城西国際大安房キャンパス跡地に日本航空高校の通信校開校へ 鴨川(千葉県)
鴨川市の懸案事項となっている城西国際大学安房キャンパス跡地(同市太海)の活用で、日本航空高等学校の通信制(毎日通学コース)の開校が調整されている。同校を運営する学校法人日本航空学園からは、早ければ来年4月の開校が示されており、キャンパス跡地の活用は、全国から生徒が集う教育施設という、同市にとって最良の形でかなうことになった。
同キャンパスは、同市が造成した太海多目的公益用地の一部を、同大を運営する学校法人城西大学に無償譲渡し、2004年に研修施設の安房ラーニングセンター、06年に観光学部、15年に学生寮などの安房グローバル・ヴィレッジが開設され、安房キャンパスと総称される施設群が形成された。学部など全ての機能は、経営の合理化などを理由に、22年度から東金キャンパスに移転され閉鎖された。 跡地には、教室棟や情報センター、研究室など観光学部が使用していた施設の他、AVホールや講義・セミナー室を備えたラーニングセンターとグローバル・ヴィレッジの施設が残っている。 同市では、土地と施設を無断で譲渡しないことなどを盛り込んだ協定を、学校法人城西大学と締結。2者で利活用候補事業者選定審査委員会を設置して提案を募り、審査を行ってきたが、不調が続いていた。
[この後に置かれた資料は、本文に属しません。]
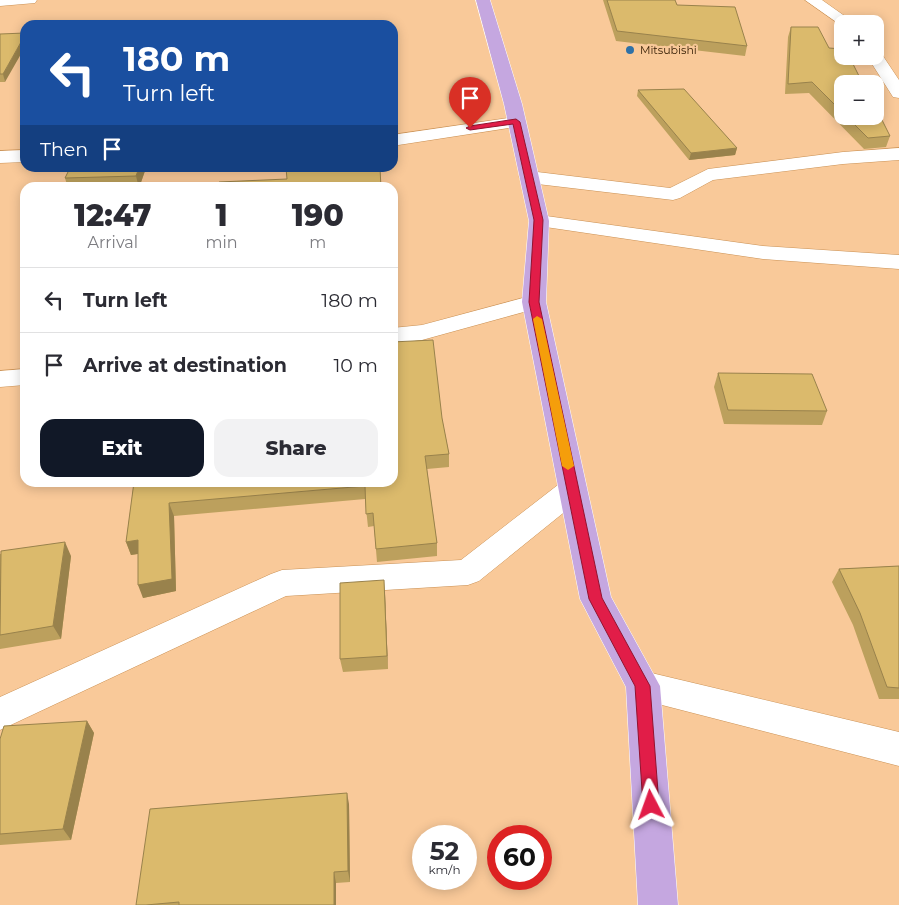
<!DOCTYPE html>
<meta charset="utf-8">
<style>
:root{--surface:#fff;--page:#f2f2f3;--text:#2b2b33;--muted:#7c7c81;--line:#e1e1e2;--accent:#111827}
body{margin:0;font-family:Montserrat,sans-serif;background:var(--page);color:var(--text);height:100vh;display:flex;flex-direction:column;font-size:19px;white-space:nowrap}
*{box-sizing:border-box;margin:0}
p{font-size:16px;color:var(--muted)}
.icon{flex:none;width:28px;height:28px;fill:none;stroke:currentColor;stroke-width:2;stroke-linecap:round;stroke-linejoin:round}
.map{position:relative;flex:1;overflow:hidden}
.panel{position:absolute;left:20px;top:182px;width:378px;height:305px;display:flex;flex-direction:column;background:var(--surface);border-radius:15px;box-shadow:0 2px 12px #0003}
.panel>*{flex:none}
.guide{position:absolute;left:20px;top:20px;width:378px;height:152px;border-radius:15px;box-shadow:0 2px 12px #0003;background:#1a4fa0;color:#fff;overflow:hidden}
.tools{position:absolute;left:834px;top:15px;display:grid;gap:10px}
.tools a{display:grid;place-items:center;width:50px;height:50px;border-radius:10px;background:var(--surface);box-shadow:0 2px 12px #0003;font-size:25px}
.speed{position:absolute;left:412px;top:825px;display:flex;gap:10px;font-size:25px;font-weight:700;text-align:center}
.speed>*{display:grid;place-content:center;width:65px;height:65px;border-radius:50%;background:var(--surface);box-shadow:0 2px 12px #0003;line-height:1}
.speed small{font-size:12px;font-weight:400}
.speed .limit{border:8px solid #d22;background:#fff;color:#111}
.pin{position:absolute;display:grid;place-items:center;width:42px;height:42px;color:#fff;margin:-51px -21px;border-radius:50% 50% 50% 0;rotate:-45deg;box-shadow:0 0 5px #0007}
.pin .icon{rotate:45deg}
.me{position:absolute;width:55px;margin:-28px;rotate:356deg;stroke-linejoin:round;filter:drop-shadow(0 0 4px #0008)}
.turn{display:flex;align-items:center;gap:18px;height:105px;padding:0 20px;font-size:22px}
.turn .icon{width:65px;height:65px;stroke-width:2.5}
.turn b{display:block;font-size:35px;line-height:42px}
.then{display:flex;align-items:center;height:48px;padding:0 20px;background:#0003;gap:10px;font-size:19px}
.eta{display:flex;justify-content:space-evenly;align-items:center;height:85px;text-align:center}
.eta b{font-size:30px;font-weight:800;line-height:35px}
.primary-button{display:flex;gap:10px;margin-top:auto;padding:10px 20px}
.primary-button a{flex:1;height:58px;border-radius:15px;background:var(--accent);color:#fff;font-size:20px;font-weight:800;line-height:58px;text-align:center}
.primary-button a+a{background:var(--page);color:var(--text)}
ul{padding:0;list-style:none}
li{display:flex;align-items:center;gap:15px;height:65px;padding:0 20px;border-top:1px solid var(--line)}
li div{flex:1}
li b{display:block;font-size:19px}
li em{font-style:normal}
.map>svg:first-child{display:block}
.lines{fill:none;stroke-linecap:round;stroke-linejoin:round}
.minor-casing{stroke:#ca9154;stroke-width:1}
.major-casing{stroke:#fff;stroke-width:1}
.minor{fill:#fff;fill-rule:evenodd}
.major{fill:#c5a7e0;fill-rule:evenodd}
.wall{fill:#bca05d}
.shaded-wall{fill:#99824c}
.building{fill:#dbba6c;stroke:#99824c}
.route{fill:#e11d48;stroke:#92132f}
.slow{fill:#f59e0b}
.poi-dot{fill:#2f71a7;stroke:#f9c999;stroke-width:2}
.labels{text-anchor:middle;stroke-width:4.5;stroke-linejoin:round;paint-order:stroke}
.far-poi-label{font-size:11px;fill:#301a01;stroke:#f9c999;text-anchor:start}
</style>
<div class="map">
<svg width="899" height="905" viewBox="0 0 899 905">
<rect width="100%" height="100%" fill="#f9c999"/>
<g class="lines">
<!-- minor casing -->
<g class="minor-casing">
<path id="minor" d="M 0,0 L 37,0 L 35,3 L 0,6 Z
M 805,0 L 822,0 L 856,24 L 842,24 L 842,26 Z
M 875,51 L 881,53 L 899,80 L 899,98 L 893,97 L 867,56 L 875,56 Z
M 516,117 L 522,118 L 525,122 L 522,126 L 392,146 L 392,135 Z
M 899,148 L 899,160 L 843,164 L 713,180 L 680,198 L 673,200 L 529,183 L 522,181 L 519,177 L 522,173 L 529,171 L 670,188 L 708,169 L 843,152 Z
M 25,150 L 25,162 L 0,163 L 0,151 Z
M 539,215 L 763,246 L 899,255 L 899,269 L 763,259 L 532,225 L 529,221 L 532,217 Z
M 534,295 L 542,297 L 546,302 L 542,307 L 422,340 L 392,344 L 392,328 L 422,325 Z
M 25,369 L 25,385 L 0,387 L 0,371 Z
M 573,478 L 583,481 L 587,489 L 583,497 L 479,581 L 468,585 L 286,596 L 0,730 L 0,697 L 271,574 L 282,570 L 461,560 L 563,481 Z
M 643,671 L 899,732 L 899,766 L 631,697 L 626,686 L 631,675 Z"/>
</g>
<!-- major casing -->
<g class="major-casing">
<path id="major" d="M 476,0 L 490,0 L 522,104 L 549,221 L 546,302 L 611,597 L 660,686 L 678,905 L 638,905 L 626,687 L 580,599 L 522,302 L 529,221 L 504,104 Z"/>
</g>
<!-- minor -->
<use href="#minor" class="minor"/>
<!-- major -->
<use href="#major" class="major"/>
</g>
<!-- wall -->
<path class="wall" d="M 603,0 L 675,0 L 677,5 L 747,46 L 745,56 L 616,41 Z
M 791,27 L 842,84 L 842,116 L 875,116 L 890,136 L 886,147 L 864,149 L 809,93 L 785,94 L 788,37 Z
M 0,34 L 5,82 L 0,82 Z
M 638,90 L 737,148 L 735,155 L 689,160 L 637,96 Z
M 70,168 L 146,168 L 139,188 L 68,188 L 65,178 Z
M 718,373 L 827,411 L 822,425 L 724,424 L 714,387 Z
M 442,418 L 449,454 L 449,467 L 427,469 L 437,543 L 437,556 L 377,562 L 374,526 L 368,527 L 365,499 L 174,516 L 176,591 L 143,598 L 138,554 L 131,555 L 126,542 L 134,482 L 392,482 Z
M 0,554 L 71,556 L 61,639 L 0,649 Z
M 899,566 L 899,699 L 879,699 L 853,625 L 832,582 L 839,569 Z
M 385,594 L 388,669 L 343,672 L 340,659 Z
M 87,721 L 94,733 L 71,840 L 0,845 L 0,739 Z
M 349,804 L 350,882 L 336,883 L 336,905 L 136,905 Z"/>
<!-- shaded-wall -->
<path class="shaded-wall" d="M 25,35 L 25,47 L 5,82 L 3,74 Z
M 737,148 L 735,155 L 689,160 L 691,153 Z
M 139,168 L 146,168 L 139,188 L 136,176 Z
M 169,503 L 174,516 L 176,591 L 143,598 L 138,585 Z
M 138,540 L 143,553 L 131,555 L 126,542 Z
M 65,542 L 71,556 L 61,639 L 53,626 Z
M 384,580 L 385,594 L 388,669 L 387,656 Z
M 87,721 L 94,733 L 71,840 L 63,829 Z
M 347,793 L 349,804 L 350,882 L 348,871 Z
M 334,872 L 336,883 L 336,905 L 334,905 Z"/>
<!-- building -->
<path class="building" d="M 607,0 L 675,0 L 677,5 L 735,7 L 747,46 L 617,31 Z
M 791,27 L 818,27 L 829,48 L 842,49 L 842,56 L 849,56 L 863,84 L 842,84 L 842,112 L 812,82 L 788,84 Z
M 25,33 L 25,35 L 3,74 L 0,74 L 0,34 Z
M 684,89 L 737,148 L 691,153 L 638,90 Z
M 875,106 L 890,136 L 868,138 L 846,116 L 875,116 Z
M 70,168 L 139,168 L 136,176 L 65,178 Z
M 286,168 L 380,168 L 381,188 L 219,188 L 219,182 L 287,179 Z
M 433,340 L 442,418 L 449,454 L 425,456 L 437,543 L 376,549 L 373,513 L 366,514 L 365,486 L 169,503 L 172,579 L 138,585 L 138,540 L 126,542 L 134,482 L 392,482 L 392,342 Z
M 718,373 L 812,374 L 827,411 L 728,410 Z
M 65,542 L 53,626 L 0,635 L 1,551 Z
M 899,566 L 899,688 L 887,687 L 860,613 L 839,569 Z
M 384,580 L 387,656 L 340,659 L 340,583 Z
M 87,721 L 63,829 L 0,834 L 0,739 L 4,726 Z
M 347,793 L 348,871 L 334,872 L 334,905 L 179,905 L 179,902 L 146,905 L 136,905 L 150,809 Z"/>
<!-- route -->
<path class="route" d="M 516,119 L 520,122 L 543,220 L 539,302 L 602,598 L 650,686 L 659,805 L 657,811 L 651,813 L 646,811 L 643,805 L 635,686 L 589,599 L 529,302 L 534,220 L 513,124 L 470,130 L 466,128 L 470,126 Z"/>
<!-- slow -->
<path class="slow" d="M 537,316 L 542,319 L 574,466 L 568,470 L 562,466 L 533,319 Z"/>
<!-- markers -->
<circle class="poi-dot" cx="630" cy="50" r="5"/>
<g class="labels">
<!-- far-poi labels -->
<g class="far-poi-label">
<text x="640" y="54">Mitsubishi</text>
</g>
</g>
</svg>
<div class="tools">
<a>+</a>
<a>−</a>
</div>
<div class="speed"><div>52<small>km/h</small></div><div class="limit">60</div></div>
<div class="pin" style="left:470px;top:128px;background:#d93025"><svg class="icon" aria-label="arrive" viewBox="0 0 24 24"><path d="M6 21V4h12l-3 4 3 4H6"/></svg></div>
<svg class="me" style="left:651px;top:805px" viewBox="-20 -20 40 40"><path d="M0-17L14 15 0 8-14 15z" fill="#e11d48" stroke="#fff" stroke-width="4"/></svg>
<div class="guide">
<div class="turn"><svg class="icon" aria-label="left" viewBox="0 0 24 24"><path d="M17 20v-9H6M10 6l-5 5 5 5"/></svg><div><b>180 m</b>Turn left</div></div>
<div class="then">Then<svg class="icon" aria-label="arrive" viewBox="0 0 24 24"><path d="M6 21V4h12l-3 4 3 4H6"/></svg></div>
</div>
<section class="panel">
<div class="eta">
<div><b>12:47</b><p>Arrival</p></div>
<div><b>1</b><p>min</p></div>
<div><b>190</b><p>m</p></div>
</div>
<ul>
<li><svg class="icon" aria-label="left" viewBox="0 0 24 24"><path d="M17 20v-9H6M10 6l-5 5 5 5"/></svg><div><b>Turn left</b></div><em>180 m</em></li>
<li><svg class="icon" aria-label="arrive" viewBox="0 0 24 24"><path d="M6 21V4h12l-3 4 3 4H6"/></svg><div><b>Arrive at destination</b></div><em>10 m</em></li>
</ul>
<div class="primary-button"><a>Exit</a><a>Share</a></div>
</section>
</div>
学校法人城西大学は、学校法人日本航空学園と連携協定を結んでおり、提案の公募とは別にキャンパス跡地活用の検討を依頼。現地視察などを行った結果、長期使用の希望に至ったという。 日本航空学園は、1932年に創立された国内では最大、最古の航空従事者養成の専門校。山梨県甲斐市や石川県輪島市、東京都青梅市、北海道千歳市にある日本航空高等学校の他、同校通信制課程、専門学校の日本航空大学校を運営している。 5日に使用に関する枠組みの方向性を確認する基本協定が3者で結ばれ、6、7日に鴨川市役所で開かれた市民説明会で、内容や使用条件が明らかにされた。 鴨川市の説明によると、通信制サテライトキャンパスとして、全国から生徒を募集し、専任教職員などを配置。生徒は住民票を同市に移し、生活しながら毎日通学する。 生徒数は、開校時は1年生のみ40人、2年目は60人の新入生を加えて100人、3年目から新入生は100人となり、5年目から3学年300人の規模となる。 開校当初は、女子野球や女子サッカーに注力して生徒を募集するとともに、能登半島地震で被害を受けた石川校の女子サッカー部の活動拠点を移す。その後は陸上(駅伝)など、スポーツ志望の生徒を募集する。 すでに認可を得ている通信制のキャンパスのため、早ければ来年4月に開校する。26年度にずれ込む場合は、来年度は山梨校、石川(青梅)校のクラブ合宿所として使用しながら、生徒の受け入れ環境を整え、オープンスクールなども開催する。 将来構想では、高等学校の認可を申請し、5~10年を掛けてドローン教育や航空専門教育の体制を整え、男子生徒を含めた航空人材育成機関を目指すという。
鴨川市に対しては▽安房キャンパス(土地)の長期無償使用▽市が所有するスポーツ施設の無償または減免での継続的使用――といった支援を求めている。 12月議会に、返還された土地を無償貸付するための議案が追加提案され、可決されれば年内に土地使用賃借契約を締結し、来年4月の開校が実現する。